I also picked up Pakbo at his place of conspiracy. He had never been arrested, though he said that the police were suspicious of him (presumably as a result of some clue left by Rado in his papers which the police seized at Hamel's flat). He believed that the reason he had not been pulled in for questioning was that the police had no concrete evidence. He had seen Rado only twice since the latter had gone into hiding the year before, but had maintained contact with him through Jean Beauchamp.
Pakbo said that his sources were still capable of producing information and he was anxious to get things going again. He was not in the least satisfied with Rado. The latter had gone off cheerfully saying that he would send a courier and money, but had quite omitted to settle any place of conspiracy or to arrange any passwords or recognition signs. In fact he felt that Rado's departure had been dictated more by panic rather than any desire to re-establish the network. Pakbo's personal position was not too easy. He had incurred heavy debts in keeping his sources alive during the time I was in prison and needed money urgently.
He told me one rather amusing incident which shows the ramifications that a spy network may produce. After my arrest Rado, still in hiding, wished to get a message to the Centre suggesting a possible new line of communication. He consulted Pakbo, who said that he might be able to get a message sent to Moscow through the medium of one of the Allies. Despite the reprimand Rado I had received when he suggested taking refuge with the British, he thought this was an excellent plan. He therefore gave Pakbo a message in his cipher, asking if it could be sent on. Through one of his contacts, possibly Salter, Pakbo had the message given to the Chinese military attaché in Berne who re-enciphered it in his diplomatic code and despatched it to Chungking with a request that the Wai Chiao Pu (Ministry of Foreign Affairs) hand it on to the Russian Embassy for onward transmission to Moscow. I learnt when I was in Moscow that the message had arrived. The Centre were furious, for they knew that Rado's code was compromised by that time, and they made no reply. What the Chinese thought about the whole thing will unfortunately never be known.

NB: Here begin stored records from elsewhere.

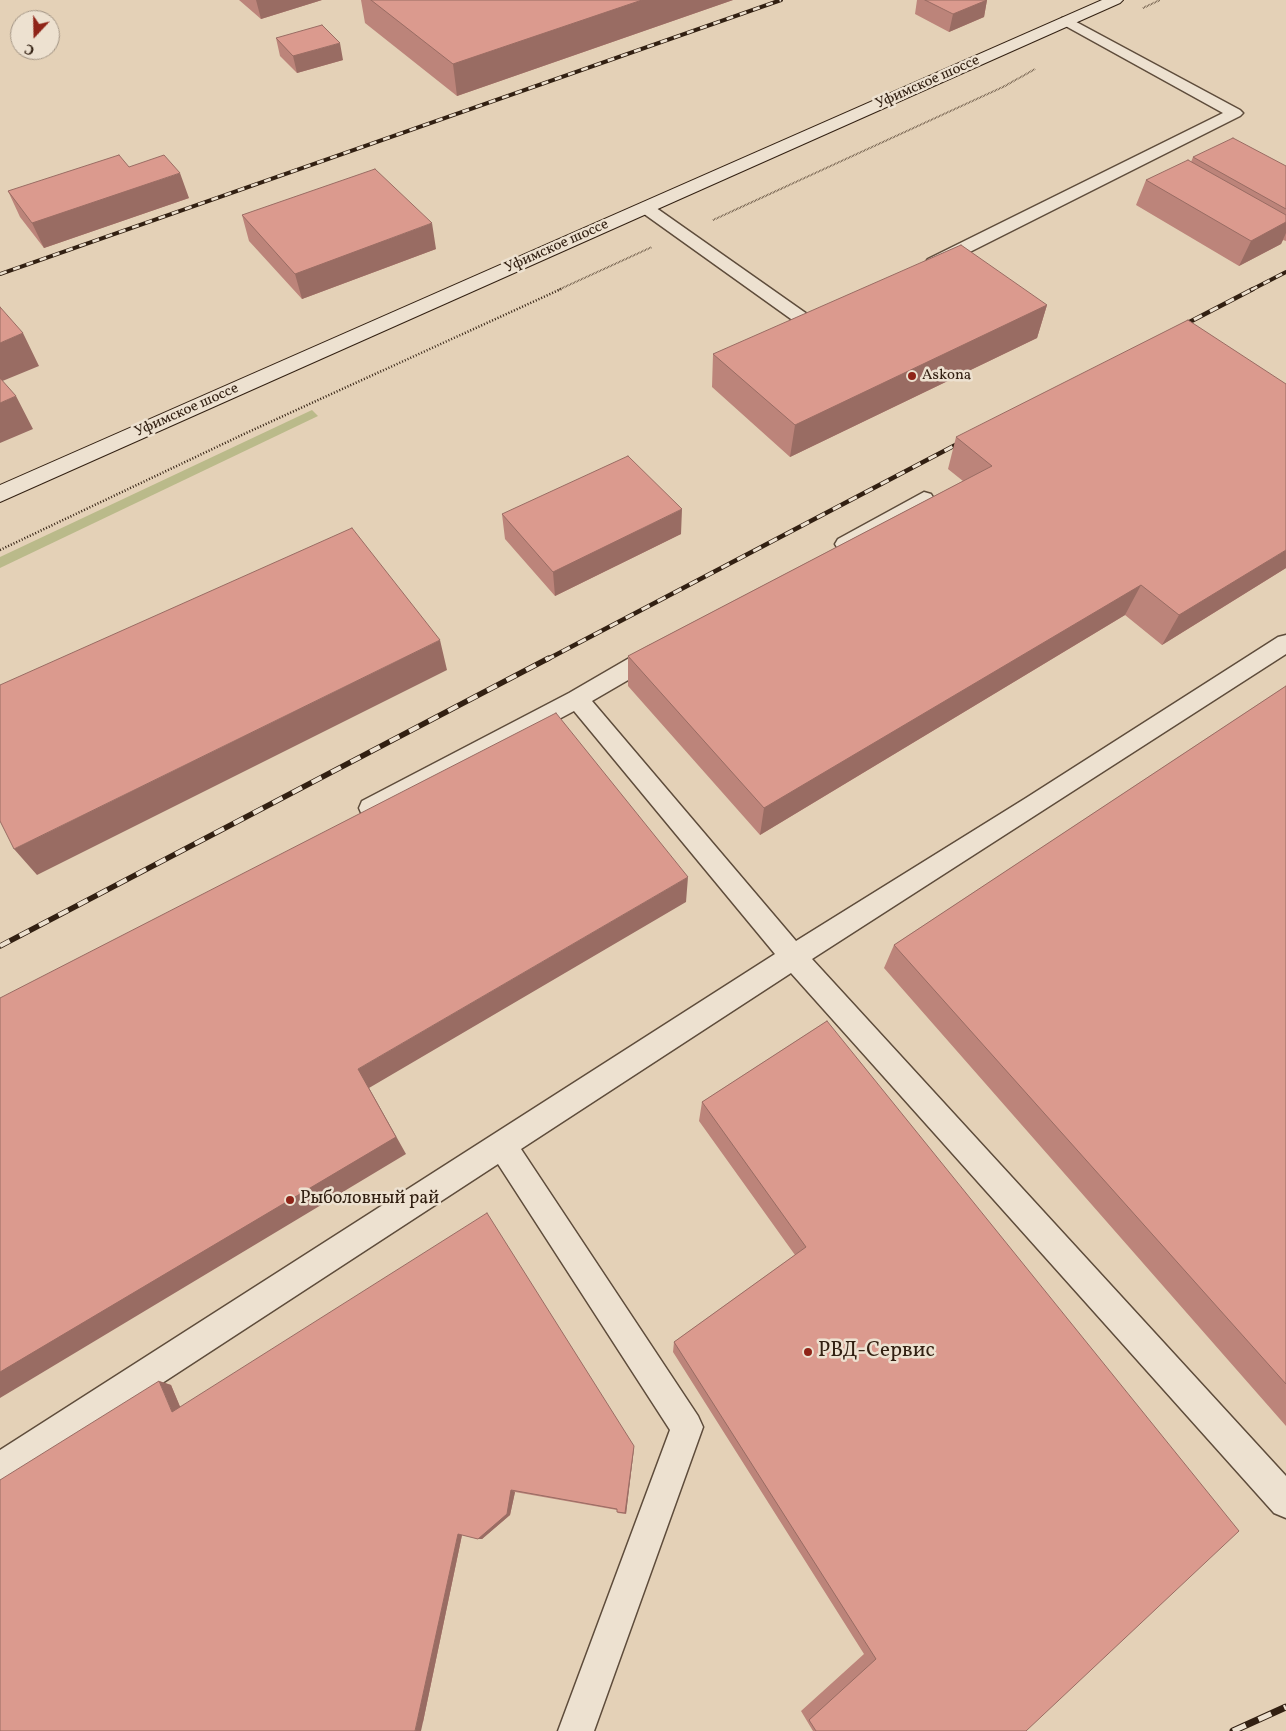 <!DOCTYPE html>
<html>
<head>
<meta charset="utf-8">
<style>
	body { margin:0 }
	#map { position:relative; width:1286px; height:1731px; overflow:hidden; background:#e4d1b7; font-family:Vollkorn,serif }
	canvas { display:block }
	.north { position:absolute; left:10px; top:10px; width:50px; height:50px; box-sizing:border-box; background:#ede1d0; border:1px solid #a29484; border-radius:50%; rotate:201deg; font-size:14px; font-weight:700; line-height:20px; text-align:center; color:#322012 }
	.north::after { content:''; display:block; margin:auto; width:18px; height:22px; background:#8f2418; clip-path:polygon(50% 0,100% 100%,50% 72%,0 100%) }
</style>
</head>
<body>
<div id="map">
<canvas width="1286" height="1731"></canvas>
<div class="north">С</div>
</div>
<script>
const context = document.querySelector('canvas').getContext('2d');
context.lineJoin = 'round';
function fillPath(path, color) { context.fillStyle = color; context.fill(path, 'evenodd'); }
const shape = rows => new Path2D(rows.map(r => 'M' + r).join(''));
function stroke(path, color, width, dash) { context.strokeStyle = color; context.lineWidth = width; context.lineCap = dash ? 'butt' : 'round'; context.setLineDash(dash || []); context.stroke(path); }
function label(font, color, halo, rows, align = 'center') {
  context.font = font + ' Vollkorn,serif'; context.lineWidth = 5; context.setLineDash([]); context.textBaseline = 'middle'; context.strokeStyle = halo; context.fillStyle = color; for (const [text, x, y, turn = 0] of rows) {
    context.save(); context.translate(x, y); context.rotate((+turn || 0) * Math.PI / 180); context.textAlign = isNaN(turn) ? turn : align; if (halo) context.strokeText(text, 0, 0); context.fillText(text, 0, 0); context.restore();
  }
}
fillPath(shape([
	[312,410,318,416,0,568,0,557]
]), '#baba8a');
const lane = shape([
	[1067,17,1240,110,1243,113,1240,116,940,267,928,267,925,263,928,259,1223,113,1062,24,1060,21,1062,18,1067,17],
	[646,203,652,205,817,321,820,325,817,329,805,329,640,211,638,208,646,203],
	[924,492,931,494,934,499,931,504,852,549,845,551,838,549,835,544,838,539,924,492],
	[1286,635,1286,654,812,959,1286,1476,1286,1518,1274,1513,791,973,521,1149,698,1416,703,1427,594,1731,558,1731,670,1430,498,1164,12,1481,0,1485,0,1450,775,954,574,711,380,815,371,818,362,815,359,808,362,801,569,693,650,646,658,644,666,646,669,652,666,658,592,701,796,941,1026,798,1278,637,1286,635]
]);
const secondary = shape([
	[1102,0,1123,0,1120,3,0,502,0,485,1102,0]
]);
stroke(lane, '#5e4c3b', 3);
stroke(secondary, '#322012', 2);
stroke(shape([
	[1143,8,1160,0],
	[713,220,1005,86,1035,69],
	[558,290,652,247]
]), '#322012', 2, [0.5, 1]);
stroke(shape([
	[0,550,244,434,561,289]
]), '#322012', 2.5, [1, 2]);
fillPath(lane, '#ede1d0');
fillPath(secondary, '#ede1d0');
const railFar3 = shape([
	[0,274,781,0],
	[1251,290,1286,272]
]);
const railFar2 = shape([
	[1178,328,1253,289],
	[546,660,965,440]
]);
const railFar1 = shape([
	[0,946,549,658]
]);
const rail = shape([
	[1233,1731,1286,1707]
]);
stroke(railFar3, '#322012', 4);
stroke(railFar2, '#322012', 4.5);
stroke(railFar1, '#322012', 5.5);
stroke(rail, '#322012', 7);
stroke(railFar3, '#ede1d0', 2.5, [7]);
stroke(railFar2, '#ede1d0', 3, [9]);
stroke(railFar1, '#ede1d0', 4, [11]);
stroke(rail, '#ede1d0', 5, [14]);
fillPath(shape([
	[239,0,322,0,261,19],
	[361,0,733,0,457,96,365,23],
	[917,0,987,0,984,17,949,32,915,14],
	[276,38,343,60,297,73,280,56],
	[1193,157,1286,166,1286,241,1283,240,1281,244,1239,266,1136,205,1146,180,1191,162],
	[129,167,189,198,44,248,20,217,8,191],
	[242,215,436,249,302,299,249,241],
	[1047,305,1037,338,790,457,712,387,713,354],
	[956,437,1286,568,1162,645,1125,615,760,835,628,686,628,656,963,481,948,469],
	[502,514,681,534,555,596,505,539],
	[1286,686,1286,1426,884,968,894,945],
	[827,1021,1026,1731,813,1731,801,1711,864,1654,673,1352,674,1342,795,1255,699,1121,702,1102],
	[159,1381,171,1385,180,1407,634,1448,626,1514,618,1513,617,1510,515,1492,510,1515,482,1539,462,1535,423,1722]
]), '#bc847a');
fillPath(shape([
	[256,0,322,0,261,19],
	[642,0,733,0,457,96,453,64],
	[987,0,984,17,949,32,953,14],
	[340,43,343,60,297,73,293,56],
	[180,173,189,198,44,248,32,223],
	[1286,222,1286,233,1281,244,1239,266,1251,241],
	[432,223,436,249,302,299,295,274],
	[1047,305,1037,338,790,457,795,425],
	[23,333,39,366,0,382,0,343],
	[16,396,33,429,0,443,0,403],
	[682,509,681,534,555,596,553,572],
	[1286,550,1286,568,1162,645,1179,615],
	[1141,585,1125,615,760,835,764,808],
	[440,640,447,670,37,875,14,849],
	[688,877,686,902,369,1088,406,1154,0,1398,0,1372,358,1069],
	[159,1381,171,1385,184,1416,172,1412],
	[634,1446,634,1448,626,1514,625,1513],
	[511,1490,515,1492,510,1515,482,1539,478,1539],
	[458,1534,462,1535,423,1722,421,1731,415,1731]
]), '#996c63');
const building = shape([
	[371,0,642,0,453,64,371,0],
	[925,0,987,0,953,14,925,0],
	[322,25,340,43,293,56,276,38,322,25],
	[1233,138,1286,166,1286,209,1193,157,1233,138],
	[119,155,129,167,164,155,180,173,32,223,8,191,119,155],
	[1188,160,1286,215,1286,222,1251,241,1146,180,1188,160],
	[375,169,432,223,295,274,242,215,375,169],
	[961,245,1047,305,795,425,713,354,961,245],
	[0,307,23,333,0,343,0,307],
	[1188,320,1286,384,1286,550,1179,615,1141,585,764,808,628,656,992,466,956,437,1188,320],
	[0,378,16,396,0,403,0,378],
	[628,456,682,509,553,572,502,514,628,456],
	[352,528,440,640,14,849,0,821,0,685,352,528],
	[1286,686,1286,1384,894,945,1286,686],
	[556,713,688,877,358,1069,396,1137,0,1372,0,998,556,713],
	[827,1021,1239,1531,1026,1731,816,1731,809,1720,876,1659,674,1342,806,1247,702,1102,827,1021],
	[487,1213,634,1446,625,1513,617,1512,617,1509,511,1490,507,1514,478,1539,458,1534,415,1731,0,1731,0,1480,159,1381,172,1412,487,1213]
]);
fillPath(building, '#db9a8e');
stroke(building, '#996c63', 1);
for (const [x, y, r, color] of [
	[912,376,5,"#8f2418"],
	[290,1200,5,"#8f2418"],
	[808,1352,5,"#8f2418"]
]) { const dot = new Path2D(); dot.arc(x, y, r, 0, 2 * Math.PI); context.fillStyle = color; context.fill(dot); stroke(dot, '#ede1d0', 2); }
label('15px', '#322012', '#ede1d0', [
	["Уфимское шоссе",928,83,-24],
	["Уфимское шоссе",557,247,-24],
	["Уфимское шоссе",187,411,-24]
]);
label('15px', '#322012', '#ede1d0', [
	["Askona",922,376]
], 'left');
label('18px', '#322012', '#ede1d0', [
	["Рыболовный рай",300,1200]
], 'left');
label('21px', '#322012', '#ede1d0', [
	["РВД-Сервис",818,1352]
], 'left');
</script>
</body>
</html>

Finally one night Cissie herself came to our place of conspiracy and all the threads were picked up again. She had been arrested in May of that year together with her daughter Tamara and a former German minister, Paul Boetcher, with whom she was living. At the same time they had arrested Lucy and the cut-out Taylor. Cissie told me that until her arrest she had not known that I had been arrested and had thought that I had merely broken contact with Rado when the latter was compromised and went into hiding, and she had hoped that one day I could contact her at our place of conspiracy. She had kept open her channels of communication with Lucy despite the arrests, and all her other sources were also ready and willing to begin functioning again as soon as there was a new resident director and a channel of communication- and of course the necessary funds. This lack of funds had made Cissie commit a cardinal mistake, one which Moscow was later to regard with the gravest suspicion.